#### TASK INPUT ####
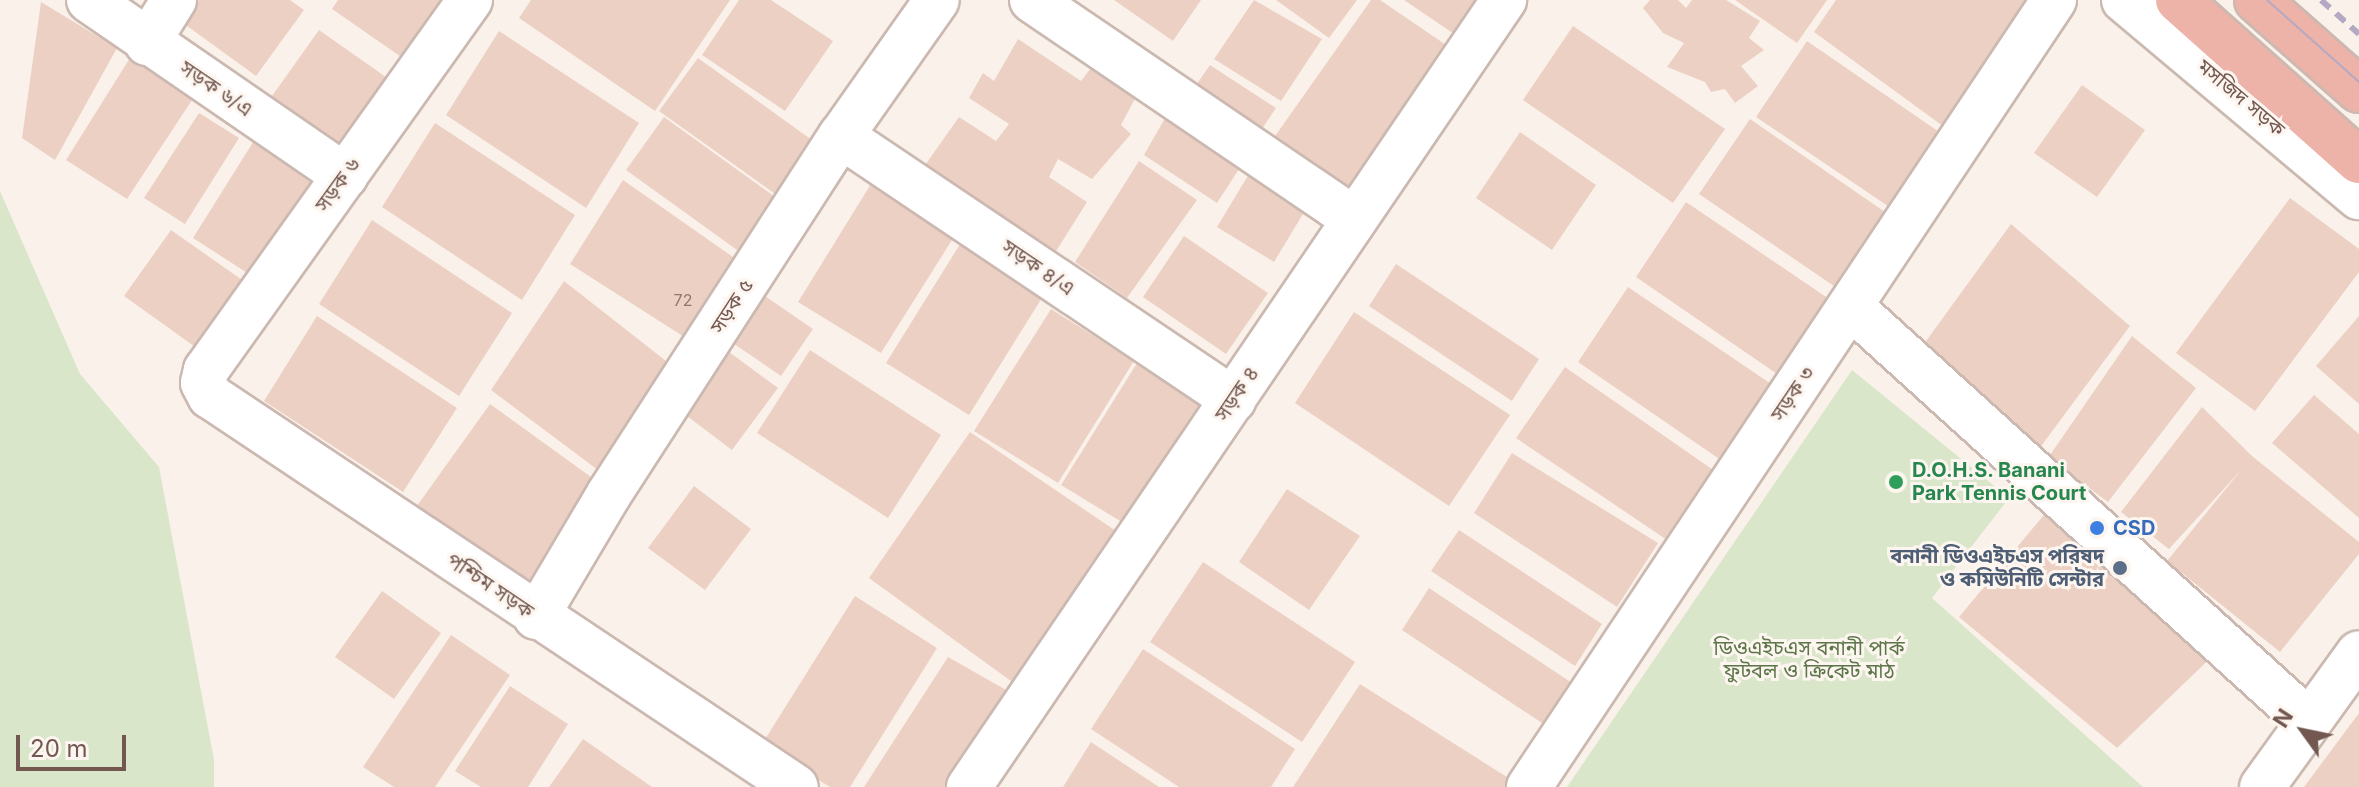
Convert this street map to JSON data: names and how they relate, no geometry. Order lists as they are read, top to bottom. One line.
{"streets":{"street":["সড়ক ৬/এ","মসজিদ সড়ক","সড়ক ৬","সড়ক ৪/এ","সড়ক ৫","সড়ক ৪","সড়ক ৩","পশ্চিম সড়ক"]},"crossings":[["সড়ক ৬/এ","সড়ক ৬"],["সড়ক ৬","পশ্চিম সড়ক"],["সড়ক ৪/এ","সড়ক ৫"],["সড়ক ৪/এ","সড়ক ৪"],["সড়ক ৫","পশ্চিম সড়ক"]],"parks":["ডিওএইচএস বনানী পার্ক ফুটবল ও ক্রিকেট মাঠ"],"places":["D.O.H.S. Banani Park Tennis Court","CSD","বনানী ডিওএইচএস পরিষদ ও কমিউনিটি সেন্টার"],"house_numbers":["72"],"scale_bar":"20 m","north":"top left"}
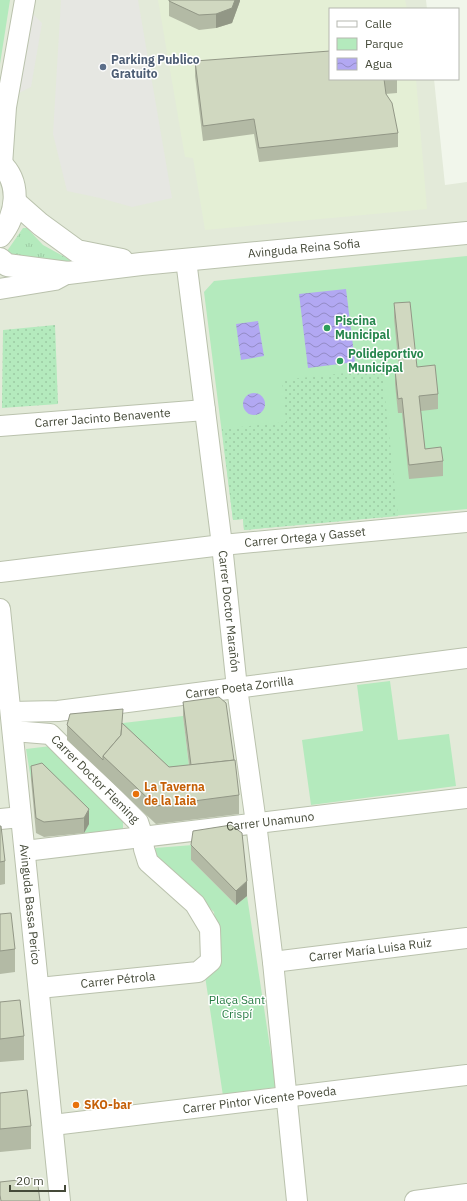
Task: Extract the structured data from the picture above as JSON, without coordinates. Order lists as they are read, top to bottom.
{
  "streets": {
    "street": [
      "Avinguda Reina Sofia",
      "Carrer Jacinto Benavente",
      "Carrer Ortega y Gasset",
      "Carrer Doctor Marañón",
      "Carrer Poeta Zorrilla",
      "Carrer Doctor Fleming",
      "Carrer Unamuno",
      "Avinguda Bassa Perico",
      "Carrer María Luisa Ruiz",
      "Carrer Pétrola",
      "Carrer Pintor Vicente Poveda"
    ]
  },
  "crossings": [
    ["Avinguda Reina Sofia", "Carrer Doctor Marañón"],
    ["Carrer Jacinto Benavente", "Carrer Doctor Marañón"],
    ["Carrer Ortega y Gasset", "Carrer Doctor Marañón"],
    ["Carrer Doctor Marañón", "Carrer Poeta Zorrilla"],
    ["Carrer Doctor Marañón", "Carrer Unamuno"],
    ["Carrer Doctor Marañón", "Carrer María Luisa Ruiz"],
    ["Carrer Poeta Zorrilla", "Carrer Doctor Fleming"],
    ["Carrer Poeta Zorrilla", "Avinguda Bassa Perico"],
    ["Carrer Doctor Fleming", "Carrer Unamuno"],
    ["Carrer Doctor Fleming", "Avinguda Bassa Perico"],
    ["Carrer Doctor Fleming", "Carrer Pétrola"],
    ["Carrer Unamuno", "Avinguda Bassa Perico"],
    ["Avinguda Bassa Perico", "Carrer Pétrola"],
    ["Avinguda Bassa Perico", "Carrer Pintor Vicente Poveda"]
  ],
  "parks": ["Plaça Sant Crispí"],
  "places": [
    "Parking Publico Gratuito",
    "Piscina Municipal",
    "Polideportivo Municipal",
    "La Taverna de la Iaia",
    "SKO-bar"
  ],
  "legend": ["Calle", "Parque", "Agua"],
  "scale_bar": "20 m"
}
####
#### TASK INPUT ####
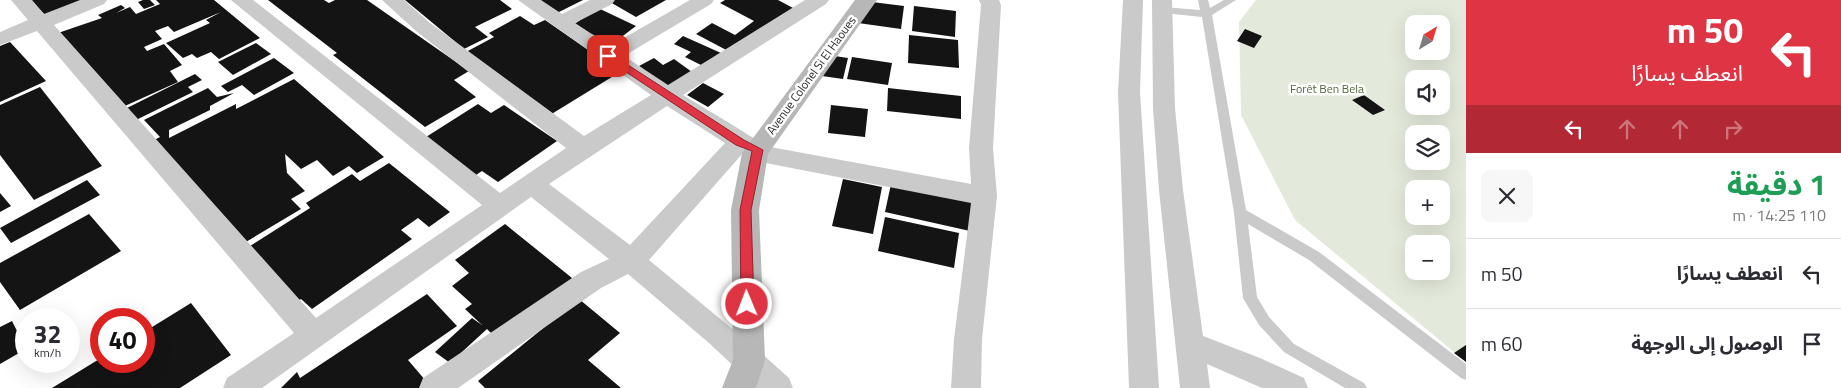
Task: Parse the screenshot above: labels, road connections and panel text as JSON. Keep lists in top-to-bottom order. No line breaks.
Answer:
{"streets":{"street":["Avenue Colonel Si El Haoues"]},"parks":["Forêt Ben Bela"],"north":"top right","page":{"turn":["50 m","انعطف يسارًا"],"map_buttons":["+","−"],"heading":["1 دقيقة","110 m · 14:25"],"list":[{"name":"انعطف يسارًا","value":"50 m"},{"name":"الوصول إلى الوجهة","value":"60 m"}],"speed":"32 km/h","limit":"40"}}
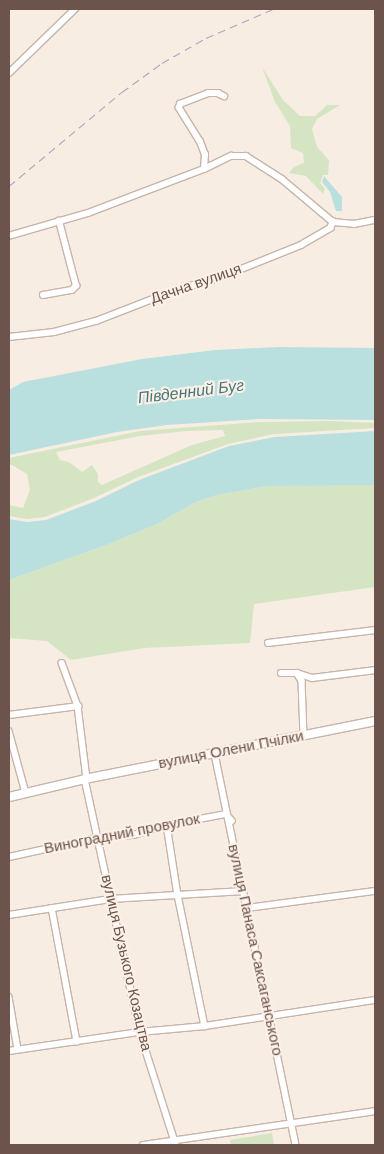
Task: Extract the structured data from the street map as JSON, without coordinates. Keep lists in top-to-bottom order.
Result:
####
**ACTIVITY**
Lines that hold "Keep" are the ones to copy, so pick each out from the data.

**WRITTEN RESPONSE**
Task: Parse the screenshot above: labels, road connections and panel text as JSON. Keep lists in top-to-bottom order. No line breaks.
Task: Extract the structured data from the street map as JSON, without coordinates. Keep lists in top-to-bottom order.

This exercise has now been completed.